Menjadi Istri kedua atau menjadi madu dari Istri pertama sudah pasti bukan sebuah mimpi dan harapan, bahkan mungkin semua wanita menghindari pernikahan semacam itu.
Sama halnya dengan Claire yang sudah menyusun mimpi indah untuk sepanjang hidupnya, menikah dengan suami idaman dan menjadi satu-satunya Istri yang paling cintai.
Namun mimpi indah itu harus kandas karena hutang Papanya, uang miliaran yang harus didapatkan dalam dua bulan telah menjadi kan Claire korban.
Claire akhirnya menikah dengan pengusaha yang berhasil menjamin kebangkitan perusahaan papanya, Claire dinikahi hanya untuk diminta melahirkan keturunan pengusaha itu.

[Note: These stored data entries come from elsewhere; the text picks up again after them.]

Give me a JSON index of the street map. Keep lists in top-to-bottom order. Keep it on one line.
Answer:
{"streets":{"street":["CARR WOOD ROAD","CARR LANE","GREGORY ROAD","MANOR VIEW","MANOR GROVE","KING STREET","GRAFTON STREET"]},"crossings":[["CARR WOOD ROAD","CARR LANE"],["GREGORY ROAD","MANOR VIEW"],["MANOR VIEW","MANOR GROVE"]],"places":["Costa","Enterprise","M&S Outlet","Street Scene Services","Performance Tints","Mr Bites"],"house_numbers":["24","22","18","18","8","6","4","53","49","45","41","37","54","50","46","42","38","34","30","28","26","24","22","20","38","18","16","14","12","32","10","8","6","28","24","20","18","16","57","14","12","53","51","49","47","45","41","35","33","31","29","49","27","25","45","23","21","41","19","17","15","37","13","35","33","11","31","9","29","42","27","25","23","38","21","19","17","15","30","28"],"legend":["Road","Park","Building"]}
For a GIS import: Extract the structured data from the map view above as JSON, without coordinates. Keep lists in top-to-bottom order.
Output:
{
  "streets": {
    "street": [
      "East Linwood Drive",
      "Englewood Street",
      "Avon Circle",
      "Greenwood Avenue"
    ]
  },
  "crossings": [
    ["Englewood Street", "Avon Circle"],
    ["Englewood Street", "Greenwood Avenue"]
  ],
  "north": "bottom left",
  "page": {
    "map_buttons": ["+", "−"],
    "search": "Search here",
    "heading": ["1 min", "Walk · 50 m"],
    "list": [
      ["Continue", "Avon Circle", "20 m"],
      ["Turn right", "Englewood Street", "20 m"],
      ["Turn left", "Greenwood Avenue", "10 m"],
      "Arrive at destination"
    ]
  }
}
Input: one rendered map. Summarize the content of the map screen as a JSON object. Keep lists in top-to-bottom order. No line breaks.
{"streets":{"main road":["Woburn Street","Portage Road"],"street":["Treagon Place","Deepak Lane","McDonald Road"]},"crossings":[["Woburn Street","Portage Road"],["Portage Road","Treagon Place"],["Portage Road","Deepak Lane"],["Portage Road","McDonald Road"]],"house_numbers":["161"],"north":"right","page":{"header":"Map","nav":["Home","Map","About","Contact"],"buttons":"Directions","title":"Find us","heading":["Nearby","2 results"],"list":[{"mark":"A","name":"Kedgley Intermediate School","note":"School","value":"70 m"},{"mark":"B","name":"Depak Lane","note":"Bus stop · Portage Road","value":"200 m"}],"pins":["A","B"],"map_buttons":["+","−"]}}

Segala pertentangan terus terjadi di dalam pernikahan mereka, Claire yang keras menolak hamil sedangkan jelas tujuan pernikahan mereka untuk keturunan.
Kisah yang sedikit rumit antara satu suami dan dua istri ini dialami Claire, Brian, dan Tania. Akan seperti apa akhirnya pernikahan itu, jika keturunan tak kunjung hadir.
Karya ini diterbitkan atas izin NovelToon Vismimood_, isi konten hanyalah pandangan pribadi pembuatnya, tidak mewakili NovelToon sendiri
Jangan Pernah Berpikir Itu
Tania mengantarkan Claire dan Brian keluar, hari ini mereka akan benar-benar pergi seperti permintaan Jihan. Tania tidak tahu apa yang membuat Claire berubah pikiran, karena sewaktu berdebat dengannya Claire tidak memberi keputusan apa pun.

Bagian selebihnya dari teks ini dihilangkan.